University of Koblenz appoints Franz-W. Aumund Honorary Senator
KOBLENZ UNIVERSITY OF APPLIED SCIENCE / FRANZ-W.-AUMUND-STIFTUNGFranz-W. Aumund founded the Franz-W. Aumund Foundation in 2006 within the donors’ association for German enterprises which dedicates itself to supporting high achieving successor generations in engineering and natural sciences. “Successful companies need – particularly in globalised markets – a business environment which makes success possible. A school and universities system which educates successor staff members forms an integral part of this, satisfying international requirements and holding their own in the face of international competition”, says Aumund, explaining his commitment. “To secure such quality cannot simply be a matter of the state, private commitment is also needed here.”
In 2008 the Koblenz University of Applied Sciences, along with the Technical University of Berlin, was accepted onto the sponsorship scheme of the Franz-W. Aumund Foundation through the contact of Franz-Walter Aumund to Prof. Dr.-Ing. Detlev Borstell, a former research and development chief at Aumund. Since then the discipline of machine building can award four new annual scholarships which offer 680 € monthly. On average 15 students from the Koblenz University of Applied Sciences are simultaneously supported by the foundation, the funding volume amounting to around 120 000 € per annum. The high proportion of female scholarships is noteworthy: Of the 23 students to date, five are women (22 %). According to the Koblenz University this proportion lies well above the general proportion of female students in the discipline of machine building.
Over and above the financial assistance, the doors of the Aumund company and all worldwide subsidiaries are open to scholarship winners and all other (machine building) students at the Koblenz University of Applied Sciences. Since 2009 nine theses were completed in the Aumund Group, five graduates were scholarship winners of the foundation. “The supervision of students by the technical departmentsof Aumund is excellent,” says Borstell. As the scholarship continues to be paid for a study trip abroad for up to one term, stays abroad were made possible for scholarship winners in Spain, France, Great Britain, Finland, Egypt, India and China. “The scholarship program thus contributes also significantly to the internationalization efforts of the University in Koblenz,” explains Borstell.
“Owing to this really extraordinary commitment the study conditions for a group of students in the field of engineering are significantly improved”, according to Prof. Dr. Kristian Bosselmann-Cyran, President of the Koblenz University of Applied Sciences, who was very pleased with the decision of the Senate to appoint Franz-Walter Aumund the first honorary senator of the University.

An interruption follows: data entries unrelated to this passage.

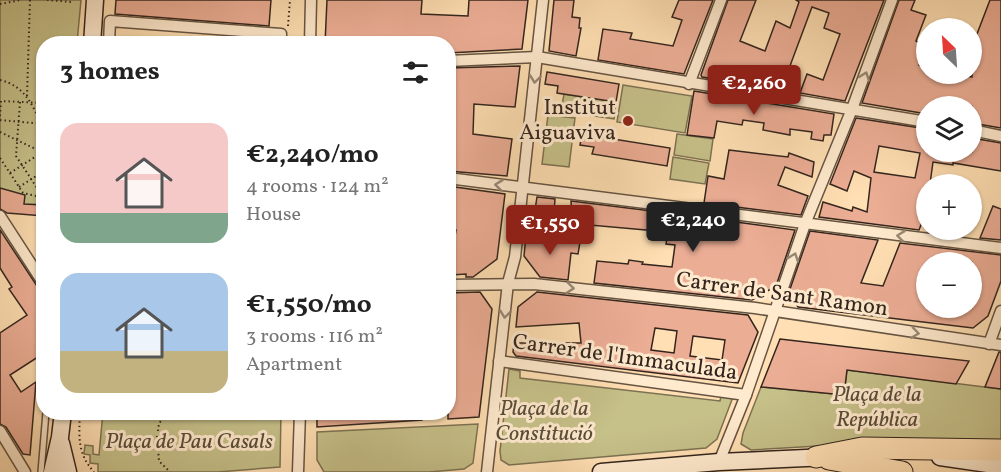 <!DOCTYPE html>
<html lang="en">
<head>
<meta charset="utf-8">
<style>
  :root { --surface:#fff; --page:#f2f2f2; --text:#222; --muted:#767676; --accent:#8f2418 }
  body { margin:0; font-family:Vollkorn,serif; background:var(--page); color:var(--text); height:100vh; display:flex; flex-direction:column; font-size:22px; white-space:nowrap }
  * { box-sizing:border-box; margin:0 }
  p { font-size:20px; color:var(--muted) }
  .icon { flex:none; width:33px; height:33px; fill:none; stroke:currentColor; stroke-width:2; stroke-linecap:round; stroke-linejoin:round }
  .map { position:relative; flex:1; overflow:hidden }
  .side { position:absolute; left:36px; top:36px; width:420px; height:384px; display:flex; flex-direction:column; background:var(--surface); border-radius:24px; box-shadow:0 2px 4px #0004 }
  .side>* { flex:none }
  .needle { width:39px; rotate:335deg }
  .controls { position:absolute; left:916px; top:18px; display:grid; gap:12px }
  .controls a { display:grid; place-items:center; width:66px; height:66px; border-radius:50%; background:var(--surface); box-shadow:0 2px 4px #0004; font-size:30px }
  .price { position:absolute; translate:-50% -51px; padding:0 14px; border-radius:6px; background:var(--accent); color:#fff; font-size:20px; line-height:39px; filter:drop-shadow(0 2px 3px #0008) }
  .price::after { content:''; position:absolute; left:50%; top:36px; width:18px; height:14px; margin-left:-9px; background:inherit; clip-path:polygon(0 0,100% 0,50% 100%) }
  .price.current { background:#222; color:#fff }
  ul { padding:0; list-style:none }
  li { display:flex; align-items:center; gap:18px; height:150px; padding:0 24px }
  li span { display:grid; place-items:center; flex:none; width:168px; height:120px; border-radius:18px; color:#555 }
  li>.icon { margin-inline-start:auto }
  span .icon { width:72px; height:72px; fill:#fffc; stroke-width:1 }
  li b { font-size:26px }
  h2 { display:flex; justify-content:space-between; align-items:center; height:72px; padding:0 24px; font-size:26px }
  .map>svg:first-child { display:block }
  .green { fill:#c6c089; stroke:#7c7253; stroke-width:1.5 }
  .building { fill:#ecad95; stroke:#33251d; stroke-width:1.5; fill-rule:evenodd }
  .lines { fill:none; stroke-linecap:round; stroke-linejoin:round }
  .lane-casing { stroke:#665442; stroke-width:8 }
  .street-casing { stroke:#665442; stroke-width:13 }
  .secondary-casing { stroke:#33251d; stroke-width:19 }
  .highway-casing { stroke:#33251d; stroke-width:23 }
  .path { stroke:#33251d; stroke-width:2; stroke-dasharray:1.5 3; stroke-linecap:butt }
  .lane { stroke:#ffeace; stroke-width:5 }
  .street { stroke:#ffeace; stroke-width:10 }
  .secondary { stroke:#ffeace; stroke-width:16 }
  .highway { stroke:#ffdfb3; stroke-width:21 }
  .oneway { stroke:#998876 }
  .poi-dot { fill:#8f2418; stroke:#ffeace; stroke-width:2 }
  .labels { text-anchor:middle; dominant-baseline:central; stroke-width:6; stroke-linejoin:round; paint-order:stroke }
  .poi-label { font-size:22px; fill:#33251d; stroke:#ffeace; text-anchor:end }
  .street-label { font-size:22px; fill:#33251d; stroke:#ffeace }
  .park-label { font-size:22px; font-style:italic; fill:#584c38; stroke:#ffeace }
</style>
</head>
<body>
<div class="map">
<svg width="1001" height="472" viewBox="0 0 1001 472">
  <rect width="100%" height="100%" fill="#ffdfb3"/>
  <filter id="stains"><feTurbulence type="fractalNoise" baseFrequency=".00333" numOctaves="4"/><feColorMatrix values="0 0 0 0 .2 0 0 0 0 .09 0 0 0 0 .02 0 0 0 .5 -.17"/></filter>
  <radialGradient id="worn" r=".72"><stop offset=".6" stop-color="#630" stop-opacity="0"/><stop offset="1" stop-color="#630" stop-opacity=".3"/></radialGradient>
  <g class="green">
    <path d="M0 0H81L77 43 44 44 43 216 0 201Z"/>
    <path d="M623 85 692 96 685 133 617 122Z"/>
    <path d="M564 94 616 102 614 119 561 111Z"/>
    <path d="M548 115 575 118 569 167 542 164Z"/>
    <path d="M677 134 713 139 710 161 674 155Z"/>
    <path d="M673 157 709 163 705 184 670 179Z"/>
    <path d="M509 369 520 371V378L720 401 721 396 733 397 717 439 706 448 509 465 501 460 500 451Z"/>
    <path d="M847 370 1001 389V443L906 441 751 450 741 444 743 433 761 387 844 395Z"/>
    <path d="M103 412 281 413 280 467 218 472H98V464L90 463V455L84 454 85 445 93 446V454L99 455Z"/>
    <path d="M478 424 473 463 464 469 429 472H324L317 460V432Z"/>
  </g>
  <g class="building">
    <path d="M116 0H271L269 26 115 14Z"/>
    <path d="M327 0H422L421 14 468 16 469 0H528L522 49 448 53V44H325Z"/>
    <path d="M554 0H574L572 17 580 18 579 28H581L576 56 549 51Z"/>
    <path d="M679 0H713L684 74 598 60 603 29 632 33 630 39 673 46 682 20 672 17Z"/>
    <path d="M728 0H756L740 41 765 51 776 21 790 28 799 2 796 0H884L845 101 800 93 807 74 823 80 840 34 824 28 829 13 812 7 781 90 702 77 701 75Z"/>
    <path d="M899 0H915L911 10 926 15 916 41 927 46 919 65 927 68V74H950L972 77V47L990 0H1001V128L972 123V106H927V114L862 103Z"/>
    <path d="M520 66 515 107 474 104 473 134 512 139 507 176 448 171V68Z"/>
    <path d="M547 72 619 84 616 102 557 93 558 86 545 84Z"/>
    <path d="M694 91 834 114 831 135H824L823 141 811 139 812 132 790 129V135L763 130 764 123 743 120 742 125 717 121 714 138 687 135Z"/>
    <path d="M856 118 927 129V152H972V138L1001 143V171L953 163V165L933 162 930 184H927V210L919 230 819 217 823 202 852 211 853 207 867 212 871 178 854 171 847 191 830 184ZM879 146 920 153 915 178 874 172Z"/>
    <path d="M582 134 670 148 667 166 592 154 594 147 580 145Z"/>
    <path d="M729 150 788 157 789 153 814 162 812 177 785 167 778 185 808 196 801 215 704 203 708 176 724 179Z"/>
    <path d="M448 186 505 194 497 259 473 277H466V274L451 275 449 249 453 248 456 230H448Z"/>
    <path d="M0 188 25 195 24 204 44 205V216L7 213 0 209Z"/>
    <path d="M537 197 555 199 554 212 535 210Z"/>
    <path d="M571 201 668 213 795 230 776 286 752 300 594 283 597 261 628 264 629 260 643 262 642 264 672 267 675 245 666 244 668 232 590 225 589 235 573 232Z"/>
    <path d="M993 206 1001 209V240L980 238Z"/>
    <path d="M0 230 43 295 38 357 10 375 21 392 36 382 30 455 23 454 6 427 0 424V333L27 315 9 289 12 287 0 268Z"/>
    <path d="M810 231 878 240 861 283 883 286 900 243 1001 255V281L988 316 973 328 798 307 789 292ZM927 262H972V308H927Z"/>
    <path d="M526 235 580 242 578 254 571 253 568 280 540 277 524 256Z"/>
    <path d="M480 292 492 309 479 417 448 419V293Z"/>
    <path d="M537 292 748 315 758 332 738 383 516 356 513 352 514 343H581L579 323 516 327 518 307ZM655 328 677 331 674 353 651 350ZM693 336 725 340 722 360 690 356Z"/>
    <path d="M780 339 969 361 956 384 847 370 844 395 761 387Z"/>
    <path d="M999 352H1001V389L985 387Z"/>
    <path d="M317 412H422V420L317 427Z"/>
  </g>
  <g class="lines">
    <defs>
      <path id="lane" d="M41 472 46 412"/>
      <g id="street">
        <path d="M122 44 109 43 110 21 281 34V44"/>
        <path d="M310 44 311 0"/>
        <path d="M448 61 537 57 927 122"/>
        <path d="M689 84 721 0"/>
        <path d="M972 130 1001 136"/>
        <path d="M448 178 1001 248"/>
        <path d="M0 216 44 284"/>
        <path d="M448 285 534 284 755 308 1001 345"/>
        <path d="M989 344 1001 311"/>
        <path d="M499 361 746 395"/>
        <path d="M0 431 25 472"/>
        <path d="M724 463 719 462 746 395 805 224 852 109 892 0"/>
        <path d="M298 472 300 412"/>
        <path d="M487 472 508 283 515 257 543 0"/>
      </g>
      <g id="secondary">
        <path d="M92 44 95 0"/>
        <path d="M61 443 68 472"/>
        <path d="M940 457 1001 466"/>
        <path d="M52 472 60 437 63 412"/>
        <path d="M601 472 719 462 828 457"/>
      </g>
      <g id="highway">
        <path d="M816 457 862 448 1001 450"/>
        <path d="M829 459 902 472"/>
      </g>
    </defs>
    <use href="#lane" class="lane-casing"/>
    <use href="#street" class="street-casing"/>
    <use href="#secondary" class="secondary-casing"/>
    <use href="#highway" class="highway-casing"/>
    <g class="path">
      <path d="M47 0 71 2"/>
      <path d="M0 4 21 0"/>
      <path d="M288 26 290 0"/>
      <path d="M0 80C26 86 33 107 44 129"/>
      <path d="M27 96 30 0"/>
      <path d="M20 102 16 156 43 197"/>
      <path d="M0 116 1 101 44 103"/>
      <path d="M0 120 44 124"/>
      <path d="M0 132 44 153"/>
      <path d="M0 158 23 193 41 197"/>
      <path d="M10 173 41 153"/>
      <path d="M19 187 44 171"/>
      <path d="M80 412C79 437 77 453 94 472"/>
      <path d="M158 431 159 423 171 412"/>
      <path d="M157 436 159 461 170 472"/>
    </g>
    <use href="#lane" class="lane"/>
    <use href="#street" class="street"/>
    <use href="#secondary" class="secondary"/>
    <use href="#highway" class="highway"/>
  </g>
  <defs><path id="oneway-chevron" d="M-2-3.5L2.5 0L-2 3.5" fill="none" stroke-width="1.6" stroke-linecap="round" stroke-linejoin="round" transform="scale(1.5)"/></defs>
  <g class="oneway">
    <use href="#oneway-chevron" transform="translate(865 76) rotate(-70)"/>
    <use href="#oneway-chevron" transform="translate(535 79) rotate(97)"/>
    <use href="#oneway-chevron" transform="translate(499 185) rotate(-173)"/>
    <use href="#oneway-chevron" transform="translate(901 236) rotate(-173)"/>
    <use href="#oneway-chevron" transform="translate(794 257) rotate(-70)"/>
    <use href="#oneway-chevron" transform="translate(570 288) rotate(6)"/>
    <use href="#oneway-chevron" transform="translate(505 314) rotate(97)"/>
    <use href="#oneway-chevron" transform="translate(915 333) rotate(8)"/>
  </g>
  <circle class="poi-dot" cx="628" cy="121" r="6"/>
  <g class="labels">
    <g class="poi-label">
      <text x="616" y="108">Institut<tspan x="616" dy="25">Aiguaviva</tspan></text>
    </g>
    <g class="street-label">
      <text transform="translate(782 295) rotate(8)">Carrer de Sant Ramon</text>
      <text transform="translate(625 358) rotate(8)">Carrer de l'Immaculada</text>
    </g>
    <g class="park-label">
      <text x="877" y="395">Plaça de la<tspan x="877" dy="25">República</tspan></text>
      <text x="544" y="409">Plaça de la<tspan x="544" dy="25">Constitució</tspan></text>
      <text x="189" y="442">Plaça de Pau Casals</text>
    </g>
  </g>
  <rect width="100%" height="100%" filter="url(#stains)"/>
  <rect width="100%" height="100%" fill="url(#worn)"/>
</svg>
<div class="controls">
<a><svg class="needle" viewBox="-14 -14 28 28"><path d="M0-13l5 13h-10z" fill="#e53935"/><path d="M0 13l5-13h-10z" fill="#767676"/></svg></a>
<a><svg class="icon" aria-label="layers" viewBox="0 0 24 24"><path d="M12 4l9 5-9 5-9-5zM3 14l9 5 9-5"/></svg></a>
<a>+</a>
<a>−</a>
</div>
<b class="price" style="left:754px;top:116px">€2,260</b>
<b class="price current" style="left:693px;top:253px">€2,240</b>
<b class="price" style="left:550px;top:256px">€1,550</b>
<section class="side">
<h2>3 homes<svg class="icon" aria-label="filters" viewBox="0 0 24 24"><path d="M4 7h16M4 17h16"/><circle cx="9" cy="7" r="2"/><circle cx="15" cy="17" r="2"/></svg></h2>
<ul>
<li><span style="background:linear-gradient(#f6c9c9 75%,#7fa58c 0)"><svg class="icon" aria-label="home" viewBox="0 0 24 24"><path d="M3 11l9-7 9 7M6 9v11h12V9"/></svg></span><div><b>€2,240/mo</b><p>4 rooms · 124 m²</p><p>House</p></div></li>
<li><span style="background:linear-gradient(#a9c7e8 65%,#c2b280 0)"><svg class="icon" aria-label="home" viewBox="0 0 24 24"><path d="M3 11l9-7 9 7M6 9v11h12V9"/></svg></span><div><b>€1,550/mo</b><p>3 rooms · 116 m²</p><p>Apartment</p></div></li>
</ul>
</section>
</div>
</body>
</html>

Franz-Walter Aumund has inherited closeness to universities and social commitment in the truest sense of the word: His grandfather Heinrich Aumund was Professor of Conveying Technology in the 1920’s in Danzig and Berlin and has authored a number of standard reference works on conveying technology. In addition he also played a considerable role in several reforms of the German university landscape in the Weimar Republic.
Heinrich Aumund founded his company initially as an engineering firm for patent marketing in Berlin and moved it after the Second World War to Duisburg. Today theAumund Group is internationally active in the field of transport and storage techniques for solids with locations in Germany, the UK, China, Brazil, USA, India, France, Russia, Switzerland, United Arab Emirates and a worldwide network of agents.